> _Work task_
Return, without pictures, the lines from the start of the data through the one that contains "0 #a9a9a9) drop-shadow(-2px".

> _Stored data_

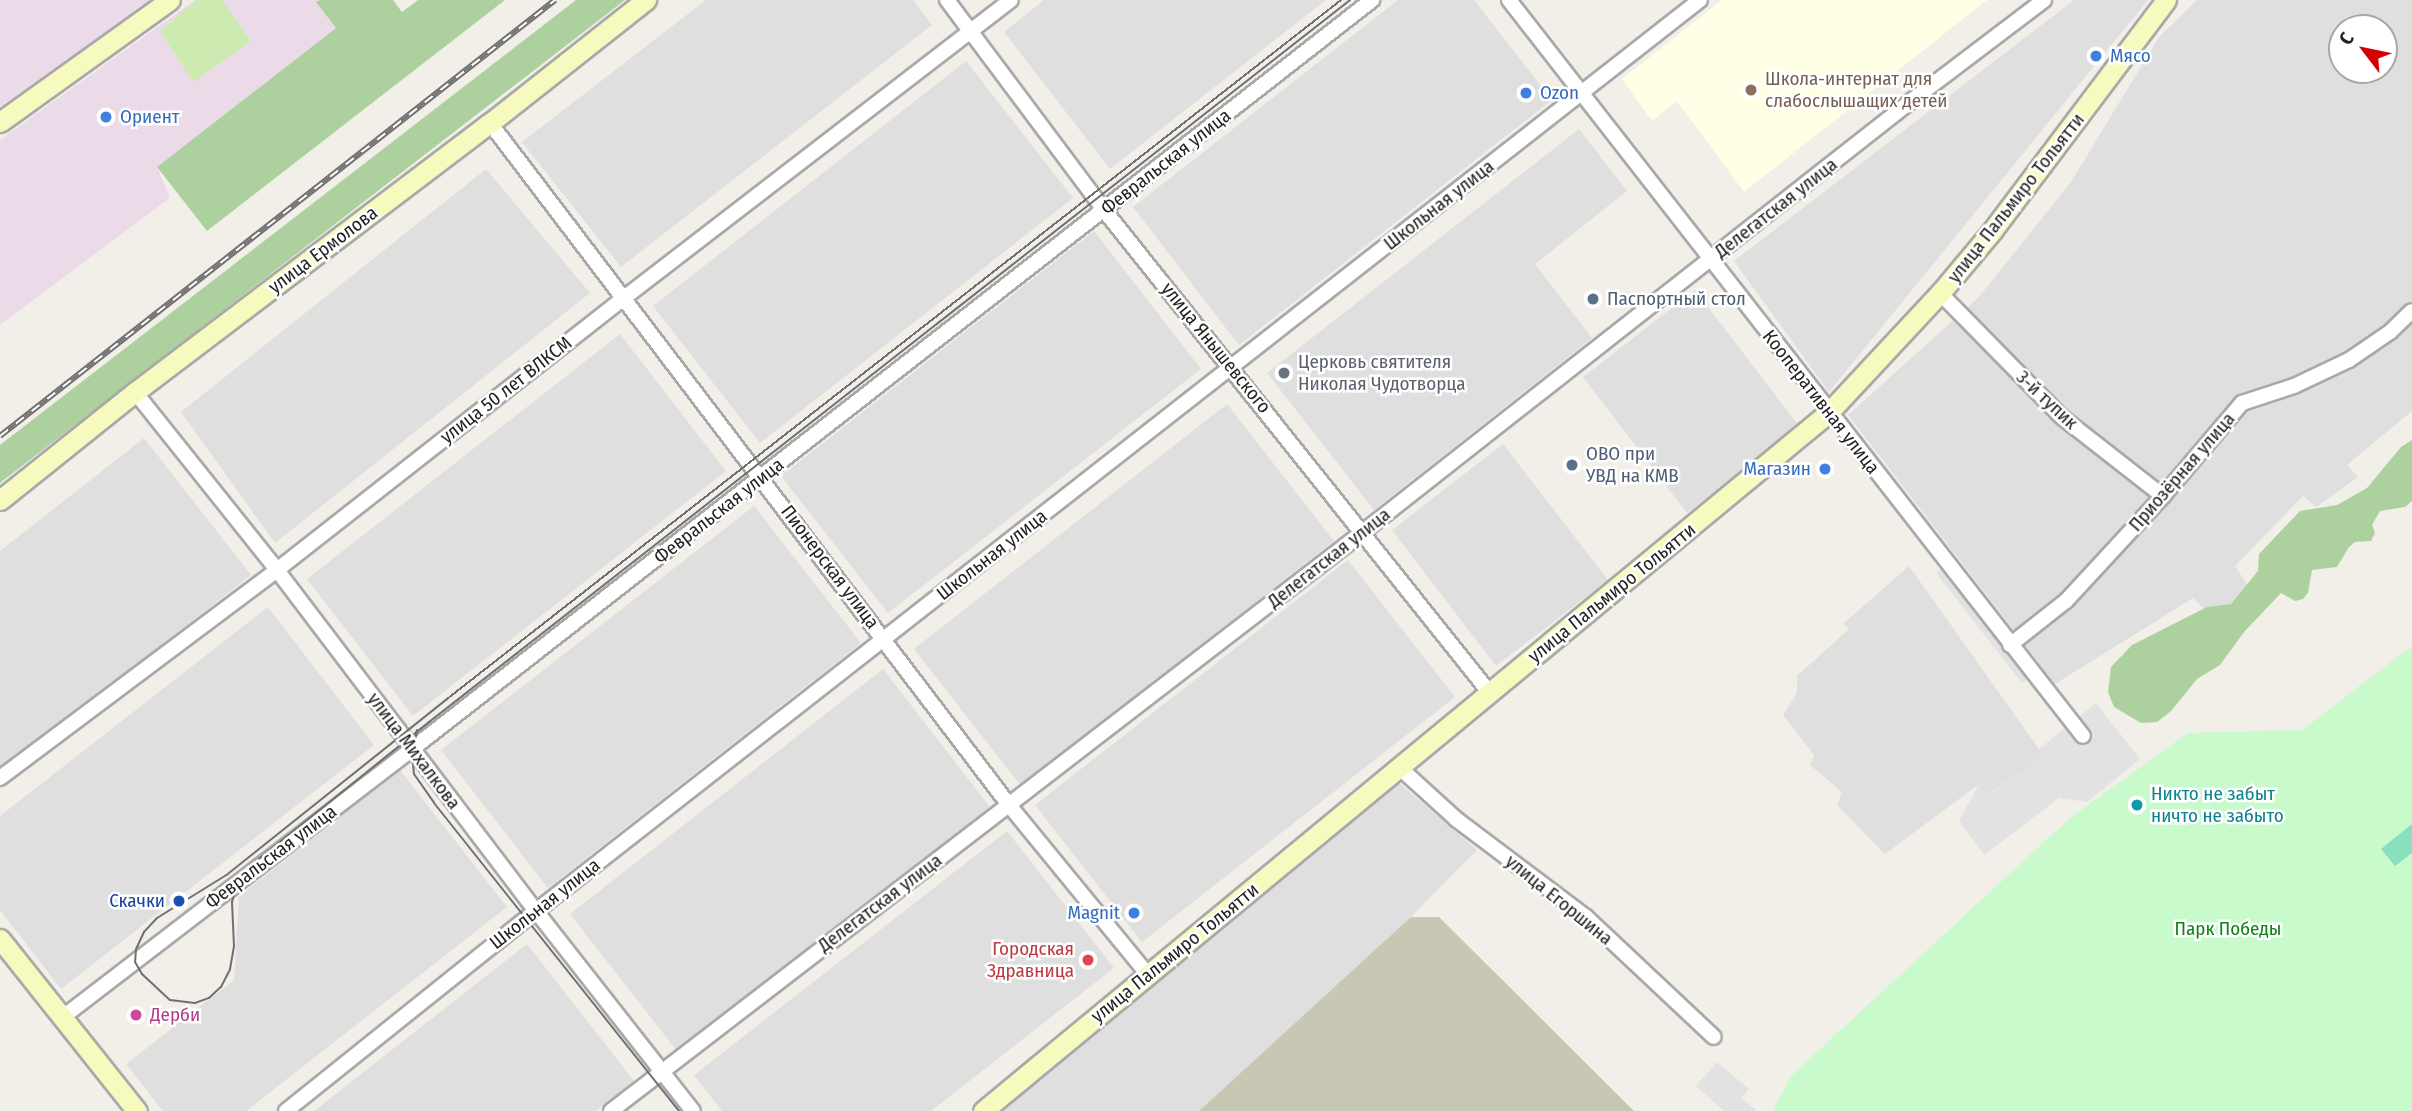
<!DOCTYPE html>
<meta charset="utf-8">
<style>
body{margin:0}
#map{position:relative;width:2412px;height:1111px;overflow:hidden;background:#f2efe9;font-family:"Fira Sans Condensed",sans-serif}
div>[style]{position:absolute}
.residential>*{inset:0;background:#e0dfdf}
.industrial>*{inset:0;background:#ebdbe8}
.education>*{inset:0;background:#ffffe5}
.construction>*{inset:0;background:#c7c7b4}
.grass>*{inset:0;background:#cdebb0}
.forest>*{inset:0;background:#add19e}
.park>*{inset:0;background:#c8facc}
.pitch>*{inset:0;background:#88e0be}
.parking>*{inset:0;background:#e2e2e2}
.roads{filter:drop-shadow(2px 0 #a9a9a9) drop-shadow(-2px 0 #a9a9a9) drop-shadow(0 2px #a9a9a9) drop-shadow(0 -2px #a9a9a9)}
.street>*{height:14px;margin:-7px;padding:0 7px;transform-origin:7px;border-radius:7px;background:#fff}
.secondary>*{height:19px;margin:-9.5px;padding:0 9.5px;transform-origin:9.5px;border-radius:9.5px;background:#f7fabf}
.tram>*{height:2px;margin:-1px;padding:0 1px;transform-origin:1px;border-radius:1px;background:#707070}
.rail>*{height:6px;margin-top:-3px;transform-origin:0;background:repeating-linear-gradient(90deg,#fff 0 10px,#707070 0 20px);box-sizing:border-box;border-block:2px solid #707070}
.dots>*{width:19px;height:19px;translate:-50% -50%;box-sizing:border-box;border:4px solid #fff;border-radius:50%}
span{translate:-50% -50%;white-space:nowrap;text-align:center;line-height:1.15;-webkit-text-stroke:5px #fff;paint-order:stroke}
.shop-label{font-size:19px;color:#366cbe}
.left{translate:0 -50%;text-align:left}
.right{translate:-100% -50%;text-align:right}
.education-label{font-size:19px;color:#785e54}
.street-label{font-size:19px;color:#222}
.service-label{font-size:19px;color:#4e5e75}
.worship-label{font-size:19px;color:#5b616d}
.culture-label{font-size:19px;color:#0d838f}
.transit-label{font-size:19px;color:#164399}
.park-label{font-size:19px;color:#0c8416}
.health-label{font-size:19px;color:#be3a42}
.hotel-label{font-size:19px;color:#b23c85}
.north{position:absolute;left:2328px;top:14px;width:70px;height:70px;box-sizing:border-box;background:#fff;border:2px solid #a7a7a7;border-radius:50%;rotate:302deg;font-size:19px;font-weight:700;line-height:28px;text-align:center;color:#222}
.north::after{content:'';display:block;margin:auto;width:24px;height:32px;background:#d40000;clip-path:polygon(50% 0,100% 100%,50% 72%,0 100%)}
</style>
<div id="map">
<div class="residential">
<i style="clip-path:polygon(706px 0,913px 0,932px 25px,621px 267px,522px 142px)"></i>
<i style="clip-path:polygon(1044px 0,1326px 0,1110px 169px,1004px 32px)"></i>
<i style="clip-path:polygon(1398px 0,1474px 0,1552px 100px,1239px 345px,1133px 207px)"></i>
<i style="clip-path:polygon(2074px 0,2148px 0,1829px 392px,1734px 261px)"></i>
<i style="clip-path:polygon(evenodd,2197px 0,2412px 0,2412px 411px,2347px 465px,2358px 477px,2316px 507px,2303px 496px,2235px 566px,2253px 593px,2219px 623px,2193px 598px,2055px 684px,1848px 415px,1978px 298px,2071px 182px,2159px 37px,2197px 0,2342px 28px,2384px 28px,2384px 70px,2342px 70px,2342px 28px)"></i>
<i style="clip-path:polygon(966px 61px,1073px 198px,760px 443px,653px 306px)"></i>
<i style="clip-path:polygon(1579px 129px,1627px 191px,1535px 264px,1592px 338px,1374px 510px,1267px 373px)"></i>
<i style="clip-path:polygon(486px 169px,590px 293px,275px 543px,181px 412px)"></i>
<i style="clip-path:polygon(1094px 231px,1201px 369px,888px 613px,781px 476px)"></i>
<i style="clip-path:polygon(1695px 290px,1799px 426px,1687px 513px,1583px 377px)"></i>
<i style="clip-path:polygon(620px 334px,726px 471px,413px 716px,307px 579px)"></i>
<i style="clip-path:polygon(1227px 404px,1334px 541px,1021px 786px,914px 649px)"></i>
<i style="clip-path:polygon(144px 438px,251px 575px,0 771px,0 551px)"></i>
<i style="clip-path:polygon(1503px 444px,1608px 580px,1496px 666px,1392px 530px)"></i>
<i style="clip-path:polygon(754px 506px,861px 643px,548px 888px,441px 750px)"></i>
<i style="clip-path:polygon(1348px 560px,1455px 697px,1142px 942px,1035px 805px)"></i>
<i style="clip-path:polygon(1909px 566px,2039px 749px,2039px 760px,1986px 796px,1978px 785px,1885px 854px,1837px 805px,1842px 792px,1810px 765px,1814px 755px,1783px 715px,1797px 693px,1797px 676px,1849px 629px,1843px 624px)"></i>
<i style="clip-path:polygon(268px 607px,374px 745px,61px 989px,0 910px,0 816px)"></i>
<i style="clip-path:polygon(883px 669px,990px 807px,677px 1051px,570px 914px)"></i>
<i style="clip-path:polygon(400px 770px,507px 907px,246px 1111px,163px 1111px,126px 1064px,234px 980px,239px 896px)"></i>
<i style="clip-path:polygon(1399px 783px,1477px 850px,1387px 941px,1199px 1111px,997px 1111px)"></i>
<i style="clip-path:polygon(1007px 831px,1114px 968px,931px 1111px,722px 1111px,694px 1075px)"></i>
<i style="clip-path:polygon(527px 944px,634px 1081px,596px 1111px,314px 1111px)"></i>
</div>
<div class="industrial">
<i style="clip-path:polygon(0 0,152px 0,0 107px)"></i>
<i style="clip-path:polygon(195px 0,320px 0,317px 3px,336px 28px,157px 167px,170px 198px,0 325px,0 140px)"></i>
</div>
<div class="education">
<i style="clip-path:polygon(1722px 0,1987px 0,1744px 192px,1677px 101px,1652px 121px,1622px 79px)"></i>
</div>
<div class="construction">
<i style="clip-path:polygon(1411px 917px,1439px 917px,1634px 1111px,1199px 1111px)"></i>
</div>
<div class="grass">
<i style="clip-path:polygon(197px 0,222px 0,251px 41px,193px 82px,160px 31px)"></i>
</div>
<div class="forest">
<i style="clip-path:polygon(320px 0,393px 0,402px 12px,418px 0,505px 0,207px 231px,157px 167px,336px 28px,316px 2px)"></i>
<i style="clip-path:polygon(576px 0,625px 0,0 483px,0 445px)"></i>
<i style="clip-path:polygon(2412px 440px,2412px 501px,2405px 507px,2380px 511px,2372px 525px,2375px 533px,2371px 541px,2355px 542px,2349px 547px,2337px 567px,2312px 570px,2308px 593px,2303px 599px,2295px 601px,2281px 593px,2244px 632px,2220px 665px,2197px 679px,2171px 711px,2157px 722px,2141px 723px,2114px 707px,2108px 692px,2111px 667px,2132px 645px,2207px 607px,2231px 604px,2258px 571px,2259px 554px,2300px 511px,2337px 505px,2367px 488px,2401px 447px)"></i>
</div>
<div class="park">
<i style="clip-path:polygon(2412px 646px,2412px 1111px,1773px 1111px,1791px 1076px,2070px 818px,2188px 733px,2302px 730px)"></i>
</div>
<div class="pitch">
<i style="clip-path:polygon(2412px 824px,2412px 853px,2395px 866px,2381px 849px)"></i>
</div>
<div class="parking">
<i style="clip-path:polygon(1945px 567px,2030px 677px,2022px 683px,1936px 573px)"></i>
<i style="clip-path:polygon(2096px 703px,2140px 759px,2087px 802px,2059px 798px,1984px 855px,1959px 821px,1979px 784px,1987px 796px,2039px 760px,2039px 749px)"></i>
<i style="clip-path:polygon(1717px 1062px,1749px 1089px,1742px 1098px,1757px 1111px,1724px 1111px,1696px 1086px)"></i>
</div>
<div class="roads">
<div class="street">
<i style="left:947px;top:0;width:262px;rotate:53.2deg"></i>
<i style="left:1104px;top:210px;width:617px;rotate:51.38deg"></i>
<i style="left:1509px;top:0;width:933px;rotate:52.05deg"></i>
<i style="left:490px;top:123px;width:857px;rotate:52.73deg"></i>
<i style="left:1009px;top:805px;width:220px;rotate:50.7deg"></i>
<i style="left:1940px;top:293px;width:175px;rotate:45.5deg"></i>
<i style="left:2063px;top:418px;width:127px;rotate:38deg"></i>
<i style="left:135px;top:392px;width:228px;rotate:51.4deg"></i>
<i style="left:277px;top:570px;width:428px;rotate:52.8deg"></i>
<i style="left:536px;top:911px;width:254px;rotate:51.9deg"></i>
<i style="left:2010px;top:645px;width:71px;rotate:-38.2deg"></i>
<i style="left:2066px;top:601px;width:143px;rotate:-47.3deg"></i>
<i style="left:2163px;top:496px;width:122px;rotate:-49.7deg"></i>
<i style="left:2242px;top:403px;width:55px;rotate:-18.1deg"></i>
<i style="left:2294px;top:386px;width:61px;rotate:-25.3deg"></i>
<i style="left:2349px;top:360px;width:50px;rotate:-34.3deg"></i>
<i style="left:2390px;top:332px;width:30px;rotate:-44deg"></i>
<i style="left:1400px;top:768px;width:76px;rotate:42.3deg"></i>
<i style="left:1456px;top:819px;width:163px;rotate:37deg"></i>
<i style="left:1586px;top:917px;width:175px;rotate:43.2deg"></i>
<i style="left:0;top:778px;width:346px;rotate:-36.9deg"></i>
<i style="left:277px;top:570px;width:441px;rotate:-38.1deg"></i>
<i style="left:624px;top:298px;width:488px;rotate:-37.6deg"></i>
<i style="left:63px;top:1017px;width:440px;rotate:-37.5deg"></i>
<i style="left:412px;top:749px;width:1218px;rotate:-37.96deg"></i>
<i style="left:286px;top:1111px;width:320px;rotate:-38.7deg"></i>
<i style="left:536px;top:911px;width:1478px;rotate:-38.05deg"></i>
<i style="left:611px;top:1111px;width:949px;rotate:-37.59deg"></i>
<i style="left:1363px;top:532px;width:697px;rotate:-38.18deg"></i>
<i style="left:1911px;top:101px;width:167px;rotate:-37.2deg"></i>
</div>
<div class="secondary">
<i style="left:0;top:122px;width:209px;rotate:-35.7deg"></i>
<i style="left:0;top:500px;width:173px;rotate:-38.7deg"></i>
<i style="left:135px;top:392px;width:445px;rotate:-37.2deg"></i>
<i style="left:490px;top:123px;width:199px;rotate:-38.3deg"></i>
<i style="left:0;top:939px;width:220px;rotate:51.5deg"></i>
<i style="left:983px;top:1111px;width:1097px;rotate:-39.56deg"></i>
<i style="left:1829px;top:412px;width:163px;rotate:-47deg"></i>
<i style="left:1940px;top:293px;width:81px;rotate:-50deg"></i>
<i style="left:1992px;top:231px;width:289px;rotate:-53deg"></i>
</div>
</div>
<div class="tram">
<i style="left:1341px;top:0;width:1135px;rotate:141.98deg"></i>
<i style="left:447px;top:699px;width:280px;rotate:141.4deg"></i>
<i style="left:228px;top:874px;width:84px;rotate:148.2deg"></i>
<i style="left:157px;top:918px;width:19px;rotate:133deg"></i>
<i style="left:144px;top:932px;width:19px;rotate:115deg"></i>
<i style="left:136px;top:949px;width:13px;rotate:94deg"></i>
<i style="left:135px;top:962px;width:14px;rotate:60deg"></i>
<i style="left:142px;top:974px;width:38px;rotate:43deg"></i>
<i style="left:170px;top:1000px;width:25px;rotate:7deg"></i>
<i style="left:195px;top:1003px;width:15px;rotate:-20deg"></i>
<i style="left:209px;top:998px;width:16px;rotate:-43deg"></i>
<i style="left:221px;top:987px;width:20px;rotate:-63deg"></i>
<i style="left:230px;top:969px;width:23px;rotate:-80deg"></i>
<i style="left:234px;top:946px;width:44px;rotate:-92.6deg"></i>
<i style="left:232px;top:902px;width:21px;rotate:-73deg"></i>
<i style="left:238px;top:882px;width:20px;rotate:-53deg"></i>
<i style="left:250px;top:866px;width:230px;rotate:-38.8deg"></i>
<i style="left:429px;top:722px;width:1170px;rotate:-38.09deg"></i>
<i style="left:417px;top:730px;width:25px;rotate:101deg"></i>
<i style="left:412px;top:755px;width:19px;rotate:84deg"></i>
<i style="left:414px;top:774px;width:35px;rotate:55deg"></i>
<i style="left:434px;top:803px;width:394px;rotate:51.5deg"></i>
</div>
<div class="rail">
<i style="left:0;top:436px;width:706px;rotate:-38.15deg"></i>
</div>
<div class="dots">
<i style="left:2096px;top:56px;background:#3f7fe0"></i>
<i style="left:1751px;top:90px;background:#8d6e63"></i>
<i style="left:1526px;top:93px;background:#3f7fe0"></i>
<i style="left:106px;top:117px;background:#3f7fe0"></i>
<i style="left:1593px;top:299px;background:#5c6f8a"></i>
<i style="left:1284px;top:373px;background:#6b7280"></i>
<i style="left:1572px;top:465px;background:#5c6f8a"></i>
<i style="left:1825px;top:469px;background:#3f7fe0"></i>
<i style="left:2137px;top:805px;background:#0f9aa8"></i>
<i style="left:179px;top:901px;background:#1a4fb4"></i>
<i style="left:1134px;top:913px;background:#3f7fe0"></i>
<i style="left:1088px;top:960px;background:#e0444e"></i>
<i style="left:136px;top:1015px;background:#d1479c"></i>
</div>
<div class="shop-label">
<span class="left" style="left:2110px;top:56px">Мясо</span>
<span class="left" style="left:1540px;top:93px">Ozon</span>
<span class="left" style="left:120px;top:117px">Ориент</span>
<span class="right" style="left:1811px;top:469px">Магазин</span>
<span class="right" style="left:1120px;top:913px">Magnit</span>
</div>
<div class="education-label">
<span class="left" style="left:1765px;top:90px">Школа-интернат для<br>слабослышащих детей</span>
</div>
<div class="street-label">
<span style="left:1166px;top:162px;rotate:-38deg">Февральская улица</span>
<span style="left:2016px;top:198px;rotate:-52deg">улица Пальмиро Тольятти</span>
<span style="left:1439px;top:205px;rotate:-38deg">Школьная улица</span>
<span style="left:1776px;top:208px;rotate:-38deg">Делегатская улица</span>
<span style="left:323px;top:250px;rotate:-37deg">улица Ермолова</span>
<span style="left:1216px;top:348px;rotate:51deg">улица Янышевского</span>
<span style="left:506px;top:390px;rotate:-38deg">улица 50 лет ВЛКСМ</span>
<span style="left:2047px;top:400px;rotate:43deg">3-й тупик</span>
<span style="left:1821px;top:402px;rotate:52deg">Кооперативная улица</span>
<span style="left:2182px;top:472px;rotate:-49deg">Приозёрная улица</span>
<span style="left:719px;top:511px;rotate:-38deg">Февральская улица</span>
<span style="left:992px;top:555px;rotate:-38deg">Школьная улица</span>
<span style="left:1329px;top:558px;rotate:-38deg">Делегатская улица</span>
<span style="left:830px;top:567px;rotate:53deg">Пионерская улица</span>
<span style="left:1612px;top:593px;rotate:-39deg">улица Пальмиро Тольятти</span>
<span style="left:414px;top:751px;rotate:53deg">улица Михалкова</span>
<span style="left:271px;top:857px;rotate:-37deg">Февральская улица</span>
<span style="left:1559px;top:900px;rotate:39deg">улица Егоршина</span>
<span style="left:880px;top:903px;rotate:-37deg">Делегатская улица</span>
<span style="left:545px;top:904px;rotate:-38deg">Школьная улица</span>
<span style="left:1175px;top:953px;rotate:-39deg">улица Пальмиро Тольятти</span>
</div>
<div class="service-label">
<span class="left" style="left:1607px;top:299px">Паспортный стол</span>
<span class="left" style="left:1586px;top:465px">ОВО при<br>УВД на КМВ</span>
</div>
<div class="worship-label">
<span class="left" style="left:1298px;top:373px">Церковь святителя<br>Николая Чудотворца</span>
</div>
<div class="culture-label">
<span class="left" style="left:2151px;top:805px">Никто не забыт<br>ничто не забыто</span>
</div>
<div class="transit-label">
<span class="right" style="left:165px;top:901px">Скачки</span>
</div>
<div class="park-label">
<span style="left:2228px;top:929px">Парк Победы</span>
</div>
<div class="health-label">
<span class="right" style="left:1074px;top:960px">Городская<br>Здравница</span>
</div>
<div class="hotel-label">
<span class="left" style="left:150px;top:1015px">Дерби</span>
</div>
<div class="north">С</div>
</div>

> _Written reply_
<!DOCTYPE html>
<meta charset="utf-8">
<style>
body{margin:0}
#map{position:relative;width:2412px;height:1111px;overflow:hidden;background:#f2efe9;font-family:"Fira Sans Condensed",sans-serif}
div>[style]{position:absolute}
.residential>*{inset:0;background:#e0dfdf}
.industrial>*{inset:0;background:#ebdbe8}
.education>*{inset:0;background:#ffffe5}
.construction>*{inset:0;background:#c7c7b4}
.grass>*{inset:0;background:#cdebb0}
.forest>*{inset:0;background:#add19e}
.park>*{inset:0;background:#c8facc}
.pitch>*{inset:0;background:#88e0be}
.parking>*{inset:0;background:#e2e2e2}
.roads{filter:drop-shadow(2px 0 #a9a9a9) drop-shadow(-2px 0 #a9a9a9) drop-shadow(0 2px #a9a9a9) drop-shadow(0 -2px #a9a9a9)}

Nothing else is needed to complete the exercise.